Novak Lara Marie, Hengge Elisabeth, Steyskal Eva-Maria, Würschum Roland, Nidetzky Bernd
Institute of Material Physics, Graz University of Technology, NAWI Graz, Petersgasse 16, 8010 Graz, Austria.
Institute of Biotechnology and Biochemical Engineering, Graz University of Technology, NAWI Graz, Petersgasse 12, 8010 Graz, Austria.
Langmuir. 2025 Mar 4;41(8):5136-5146. doi: 10.1021/acs.langmuir.4c04367. Epub 2025 Feb 20.
Immobilization of enzymes on (nano)porous metal carriers provides the foundation for an advanced design of bioelectrodes suitable for catalysis and sensing. However, interactions upon adsorption are still poorly understood, and so the efficient coupling of the enzymes to the electrode surface remains one of the major challenges. Here, we present a comprehensive study of the immobilization behavior of l-lactate oxidase (LOx) on nanoporous gold (npAu) in dependence of electrode modification with differently charged self-assembled monolayers (SAMs).
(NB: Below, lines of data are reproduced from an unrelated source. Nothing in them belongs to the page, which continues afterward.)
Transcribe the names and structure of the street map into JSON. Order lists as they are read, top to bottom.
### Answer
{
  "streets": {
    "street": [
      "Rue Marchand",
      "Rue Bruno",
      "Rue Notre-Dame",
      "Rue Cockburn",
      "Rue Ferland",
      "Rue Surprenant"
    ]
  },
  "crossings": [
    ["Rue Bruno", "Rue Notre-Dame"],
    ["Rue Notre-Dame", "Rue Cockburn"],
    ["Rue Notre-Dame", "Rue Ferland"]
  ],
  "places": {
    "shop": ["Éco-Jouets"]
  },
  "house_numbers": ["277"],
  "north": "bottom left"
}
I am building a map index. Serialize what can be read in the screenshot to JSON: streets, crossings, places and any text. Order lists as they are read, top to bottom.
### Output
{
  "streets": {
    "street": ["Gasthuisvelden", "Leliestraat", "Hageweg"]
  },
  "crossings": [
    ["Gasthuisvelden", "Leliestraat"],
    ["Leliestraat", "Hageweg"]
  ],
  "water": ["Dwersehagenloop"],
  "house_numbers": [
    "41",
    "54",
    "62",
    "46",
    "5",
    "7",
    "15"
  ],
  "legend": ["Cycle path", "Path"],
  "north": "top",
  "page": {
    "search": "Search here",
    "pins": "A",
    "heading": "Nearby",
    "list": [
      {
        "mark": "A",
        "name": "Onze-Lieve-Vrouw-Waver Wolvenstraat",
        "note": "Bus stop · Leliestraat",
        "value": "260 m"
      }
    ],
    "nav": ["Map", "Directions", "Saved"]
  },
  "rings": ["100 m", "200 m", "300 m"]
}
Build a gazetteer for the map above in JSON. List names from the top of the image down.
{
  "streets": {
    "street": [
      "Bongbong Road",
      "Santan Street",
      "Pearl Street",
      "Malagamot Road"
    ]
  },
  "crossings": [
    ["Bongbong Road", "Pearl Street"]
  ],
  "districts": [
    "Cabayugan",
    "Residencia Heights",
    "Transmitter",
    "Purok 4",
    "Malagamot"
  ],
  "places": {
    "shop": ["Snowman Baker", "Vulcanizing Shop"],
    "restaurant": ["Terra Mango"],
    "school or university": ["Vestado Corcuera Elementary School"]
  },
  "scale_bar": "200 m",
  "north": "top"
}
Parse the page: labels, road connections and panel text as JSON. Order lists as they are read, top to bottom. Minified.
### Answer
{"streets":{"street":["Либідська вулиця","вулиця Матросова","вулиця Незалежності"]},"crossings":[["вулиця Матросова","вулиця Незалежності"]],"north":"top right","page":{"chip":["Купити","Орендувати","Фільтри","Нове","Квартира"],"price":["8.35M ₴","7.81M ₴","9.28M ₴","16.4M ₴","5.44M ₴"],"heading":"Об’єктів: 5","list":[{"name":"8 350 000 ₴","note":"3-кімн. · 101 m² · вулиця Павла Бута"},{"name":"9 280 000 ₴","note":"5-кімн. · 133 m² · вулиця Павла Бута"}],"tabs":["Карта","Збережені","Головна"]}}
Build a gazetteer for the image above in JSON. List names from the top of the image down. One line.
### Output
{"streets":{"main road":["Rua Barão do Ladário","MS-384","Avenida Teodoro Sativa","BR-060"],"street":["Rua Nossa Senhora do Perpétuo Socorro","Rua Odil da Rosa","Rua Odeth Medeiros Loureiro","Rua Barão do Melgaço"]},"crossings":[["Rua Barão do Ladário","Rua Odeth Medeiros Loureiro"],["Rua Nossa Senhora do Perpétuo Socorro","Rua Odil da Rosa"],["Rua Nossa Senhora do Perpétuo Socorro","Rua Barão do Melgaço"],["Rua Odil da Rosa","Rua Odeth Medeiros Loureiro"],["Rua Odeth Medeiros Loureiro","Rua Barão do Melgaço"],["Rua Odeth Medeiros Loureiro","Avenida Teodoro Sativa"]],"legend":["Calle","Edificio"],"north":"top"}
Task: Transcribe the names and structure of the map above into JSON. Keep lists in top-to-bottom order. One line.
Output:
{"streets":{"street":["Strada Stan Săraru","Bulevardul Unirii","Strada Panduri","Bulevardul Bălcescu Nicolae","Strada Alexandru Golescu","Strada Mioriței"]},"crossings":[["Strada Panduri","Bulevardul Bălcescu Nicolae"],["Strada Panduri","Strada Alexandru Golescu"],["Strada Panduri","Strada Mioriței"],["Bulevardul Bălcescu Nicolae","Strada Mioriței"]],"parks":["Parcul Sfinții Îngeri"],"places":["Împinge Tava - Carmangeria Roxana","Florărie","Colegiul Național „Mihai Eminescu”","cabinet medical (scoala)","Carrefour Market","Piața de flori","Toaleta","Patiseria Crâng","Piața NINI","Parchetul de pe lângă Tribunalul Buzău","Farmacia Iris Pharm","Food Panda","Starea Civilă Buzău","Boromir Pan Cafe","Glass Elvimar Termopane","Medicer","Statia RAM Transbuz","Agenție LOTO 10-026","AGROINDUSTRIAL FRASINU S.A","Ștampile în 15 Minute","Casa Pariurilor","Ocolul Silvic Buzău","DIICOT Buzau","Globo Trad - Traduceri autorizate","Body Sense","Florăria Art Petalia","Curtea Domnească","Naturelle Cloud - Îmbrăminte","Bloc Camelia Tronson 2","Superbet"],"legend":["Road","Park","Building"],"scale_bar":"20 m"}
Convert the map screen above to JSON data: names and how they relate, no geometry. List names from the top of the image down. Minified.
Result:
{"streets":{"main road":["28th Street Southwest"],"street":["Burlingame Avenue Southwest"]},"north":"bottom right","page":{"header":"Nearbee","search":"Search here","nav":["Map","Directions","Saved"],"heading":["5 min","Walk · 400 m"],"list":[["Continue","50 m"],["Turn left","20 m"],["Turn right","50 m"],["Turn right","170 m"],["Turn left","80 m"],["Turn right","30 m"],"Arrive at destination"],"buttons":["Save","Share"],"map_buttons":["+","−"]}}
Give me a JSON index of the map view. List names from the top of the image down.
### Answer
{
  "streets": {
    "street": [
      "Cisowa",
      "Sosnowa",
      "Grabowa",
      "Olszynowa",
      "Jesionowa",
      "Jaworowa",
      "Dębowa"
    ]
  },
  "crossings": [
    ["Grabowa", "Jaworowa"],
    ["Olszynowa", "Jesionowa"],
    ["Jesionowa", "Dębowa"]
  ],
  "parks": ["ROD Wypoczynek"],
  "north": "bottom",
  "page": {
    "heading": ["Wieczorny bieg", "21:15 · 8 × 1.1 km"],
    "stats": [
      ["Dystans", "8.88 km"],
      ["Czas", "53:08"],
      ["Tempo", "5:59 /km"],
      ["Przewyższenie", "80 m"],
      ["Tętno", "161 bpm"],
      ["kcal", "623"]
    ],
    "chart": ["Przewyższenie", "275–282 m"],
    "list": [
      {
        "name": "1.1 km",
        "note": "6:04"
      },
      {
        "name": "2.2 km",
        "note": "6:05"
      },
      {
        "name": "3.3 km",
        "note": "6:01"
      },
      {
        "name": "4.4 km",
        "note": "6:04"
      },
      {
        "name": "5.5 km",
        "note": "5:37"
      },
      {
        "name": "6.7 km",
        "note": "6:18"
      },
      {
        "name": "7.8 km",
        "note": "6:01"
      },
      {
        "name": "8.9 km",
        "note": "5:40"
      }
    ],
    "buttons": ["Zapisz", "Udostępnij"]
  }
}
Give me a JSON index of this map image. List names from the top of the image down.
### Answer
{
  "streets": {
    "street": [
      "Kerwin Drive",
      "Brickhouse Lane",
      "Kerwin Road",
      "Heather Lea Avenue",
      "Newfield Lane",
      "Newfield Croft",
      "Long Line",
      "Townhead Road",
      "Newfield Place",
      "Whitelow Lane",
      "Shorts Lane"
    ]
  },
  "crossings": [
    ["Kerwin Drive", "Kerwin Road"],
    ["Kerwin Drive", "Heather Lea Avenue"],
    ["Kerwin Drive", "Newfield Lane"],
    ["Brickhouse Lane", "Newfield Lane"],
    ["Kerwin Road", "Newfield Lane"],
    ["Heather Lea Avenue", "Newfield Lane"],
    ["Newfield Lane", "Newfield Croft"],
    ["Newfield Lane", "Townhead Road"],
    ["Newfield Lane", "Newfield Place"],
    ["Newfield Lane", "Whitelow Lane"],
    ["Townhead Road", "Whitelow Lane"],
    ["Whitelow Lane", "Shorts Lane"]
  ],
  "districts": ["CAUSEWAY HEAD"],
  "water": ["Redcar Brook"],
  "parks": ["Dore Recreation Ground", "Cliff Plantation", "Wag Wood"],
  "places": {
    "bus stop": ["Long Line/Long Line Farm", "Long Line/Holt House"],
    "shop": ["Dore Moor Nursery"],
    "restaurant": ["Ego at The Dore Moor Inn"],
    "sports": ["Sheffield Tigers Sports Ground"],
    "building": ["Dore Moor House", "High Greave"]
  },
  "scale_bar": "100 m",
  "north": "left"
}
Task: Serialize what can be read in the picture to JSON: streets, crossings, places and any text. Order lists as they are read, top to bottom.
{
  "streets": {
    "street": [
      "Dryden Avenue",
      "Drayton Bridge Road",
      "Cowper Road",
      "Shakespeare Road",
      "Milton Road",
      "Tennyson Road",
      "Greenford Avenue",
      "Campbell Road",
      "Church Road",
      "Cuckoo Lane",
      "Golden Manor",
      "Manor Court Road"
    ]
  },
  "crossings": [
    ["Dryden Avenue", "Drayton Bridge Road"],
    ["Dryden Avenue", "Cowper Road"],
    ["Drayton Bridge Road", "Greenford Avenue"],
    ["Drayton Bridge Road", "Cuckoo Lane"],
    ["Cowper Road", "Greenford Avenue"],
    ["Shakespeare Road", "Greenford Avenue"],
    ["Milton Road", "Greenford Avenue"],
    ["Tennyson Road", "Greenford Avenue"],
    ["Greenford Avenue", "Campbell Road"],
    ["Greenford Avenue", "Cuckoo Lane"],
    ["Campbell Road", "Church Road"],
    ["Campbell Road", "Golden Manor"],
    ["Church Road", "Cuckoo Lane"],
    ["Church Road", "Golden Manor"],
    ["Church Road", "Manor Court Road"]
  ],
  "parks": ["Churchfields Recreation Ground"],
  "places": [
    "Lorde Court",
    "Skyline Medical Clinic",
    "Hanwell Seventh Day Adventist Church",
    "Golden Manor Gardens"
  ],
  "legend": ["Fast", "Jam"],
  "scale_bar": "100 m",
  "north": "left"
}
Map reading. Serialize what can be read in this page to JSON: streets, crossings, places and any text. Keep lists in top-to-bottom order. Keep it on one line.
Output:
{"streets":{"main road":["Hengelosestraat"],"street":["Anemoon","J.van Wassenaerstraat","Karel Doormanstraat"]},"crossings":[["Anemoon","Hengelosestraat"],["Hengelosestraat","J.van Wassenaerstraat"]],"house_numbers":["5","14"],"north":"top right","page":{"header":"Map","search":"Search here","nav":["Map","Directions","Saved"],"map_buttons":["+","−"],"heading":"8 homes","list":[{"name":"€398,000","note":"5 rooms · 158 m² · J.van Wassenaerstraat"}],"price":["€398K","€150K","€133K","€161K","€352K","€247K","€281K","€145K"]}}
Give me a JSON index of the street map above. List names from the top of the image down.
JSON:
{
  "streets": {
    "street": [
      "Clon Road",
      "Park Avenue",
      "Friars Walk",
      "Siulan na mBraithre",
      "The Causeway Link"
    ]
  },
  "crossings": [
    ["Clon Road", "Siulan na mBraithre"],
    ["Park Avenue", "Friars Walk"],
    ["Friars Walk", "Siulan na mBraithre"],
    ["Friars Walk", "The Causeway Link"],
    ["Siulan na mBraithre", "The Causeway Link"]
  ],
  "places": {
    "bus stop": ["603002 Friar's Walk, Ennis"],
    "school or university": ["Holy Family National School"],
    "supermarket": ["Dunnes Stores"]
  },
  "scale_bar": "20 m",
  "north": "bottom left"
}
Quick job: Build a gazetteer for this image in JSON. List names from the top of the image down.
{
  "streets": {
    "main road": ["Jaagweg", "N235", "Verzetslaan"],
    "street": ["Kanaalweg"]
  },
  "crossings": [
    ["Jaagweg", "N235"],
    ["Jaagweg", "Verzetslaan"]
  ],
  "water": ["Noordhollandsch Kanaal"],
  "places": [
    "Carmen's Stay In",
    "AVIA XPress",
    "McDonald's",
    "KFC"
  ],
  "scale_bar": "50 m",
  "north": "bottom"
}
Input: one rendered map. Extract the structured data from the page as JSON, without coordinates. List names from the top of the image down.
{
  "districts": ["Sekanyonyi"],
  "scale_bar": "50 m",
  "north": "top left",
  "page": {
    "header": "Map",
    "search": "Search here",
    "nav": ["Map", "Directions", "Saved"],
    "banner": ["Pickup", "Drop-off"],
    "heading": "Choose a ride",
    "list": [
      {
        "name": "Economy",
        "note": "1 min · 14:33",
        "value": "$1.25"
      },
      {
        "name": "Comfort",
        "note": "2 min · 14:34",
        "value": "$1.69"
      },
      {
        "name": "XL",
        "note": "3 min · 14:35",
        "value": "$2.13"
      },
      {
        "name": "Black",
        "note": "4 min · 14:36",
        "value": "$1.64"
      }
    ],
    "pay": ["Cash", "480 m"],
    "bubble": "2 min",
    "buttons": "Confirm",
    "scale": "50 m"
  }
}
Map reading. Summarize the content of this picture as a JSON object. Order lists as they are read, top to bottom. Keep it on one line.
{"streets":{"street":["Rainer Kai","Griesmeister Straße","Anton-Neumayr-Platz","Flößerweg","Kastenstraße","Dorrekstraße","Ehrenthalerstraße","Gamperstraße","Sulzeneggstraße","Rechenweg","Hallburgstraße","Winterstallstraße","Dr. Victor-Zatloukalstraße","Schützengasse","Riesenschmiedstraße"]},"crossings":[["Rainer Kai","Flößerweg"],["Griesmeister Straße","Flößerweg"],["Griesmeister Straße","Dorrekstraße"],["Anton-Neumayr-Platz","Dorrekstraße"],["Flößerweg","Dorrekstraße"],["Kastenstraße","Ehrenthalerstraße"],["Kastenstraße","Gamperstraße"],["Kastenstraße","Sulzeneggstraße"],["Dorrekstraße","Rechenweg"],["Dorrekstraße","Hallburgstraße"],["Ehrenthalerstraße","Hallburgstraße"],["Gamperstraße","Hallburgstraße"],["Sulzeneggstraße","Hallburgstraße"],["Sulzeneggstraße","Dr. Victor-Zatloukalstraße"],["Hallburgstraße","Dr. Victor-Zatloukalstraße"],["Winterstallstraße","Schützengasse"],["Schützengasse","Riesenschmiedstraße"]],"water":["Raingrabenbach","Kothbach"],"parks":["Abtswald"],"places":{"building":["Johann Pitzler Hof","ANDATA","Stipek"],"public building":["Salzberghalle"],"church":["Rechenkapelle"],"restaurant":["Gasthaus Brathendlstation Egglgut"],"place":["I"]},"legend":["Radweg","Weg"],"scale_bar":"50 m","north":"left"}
The highest activity (up to 14 U/g) and electrocatalytic response (sensitivity of 3.9 μA mM) were observed for a sulfonate-terminated SAM. This is contrary to enzyme behavior on conventional polymer carriers, and thus, the effect is specific to the metal electrodes. We propose the capture of the negatively charged LOx in a dense counterion layer in close proximity to the strongly negatively charged gold surface. Adsorption on positively charged amine-terminated SAMs resulted in a similar immobilization yield but gave much lower activity (4-fold). Importantly, the effect of the sulfonate SAM was strongly dependent on the npAu electrode pore size: the highest LOx activity (in U/cm) was found with pores (diameter of ∼170 nm) supposedly large enough to facilitate enzyme diffusion into the porous structure during immobilization. Electrochemical sensing of HO produced by the LOx reaction showed a 2.5-fold higher sensitivity for l-lactate on the negatively charged surface. Lixiviation studies supported the proposed layer capture and revealed a faster decline in the electrode activity with sulfonate surface modification. Collectively, the present study reveals enhanced activity of LOx on sulfonate-charged gold surfaces and a strong pore size dependence. These findings deepen the understanding of the immobilization behavior of LOx on charged nanoporous metals and have importance for the advanced design of enzyme electrodes.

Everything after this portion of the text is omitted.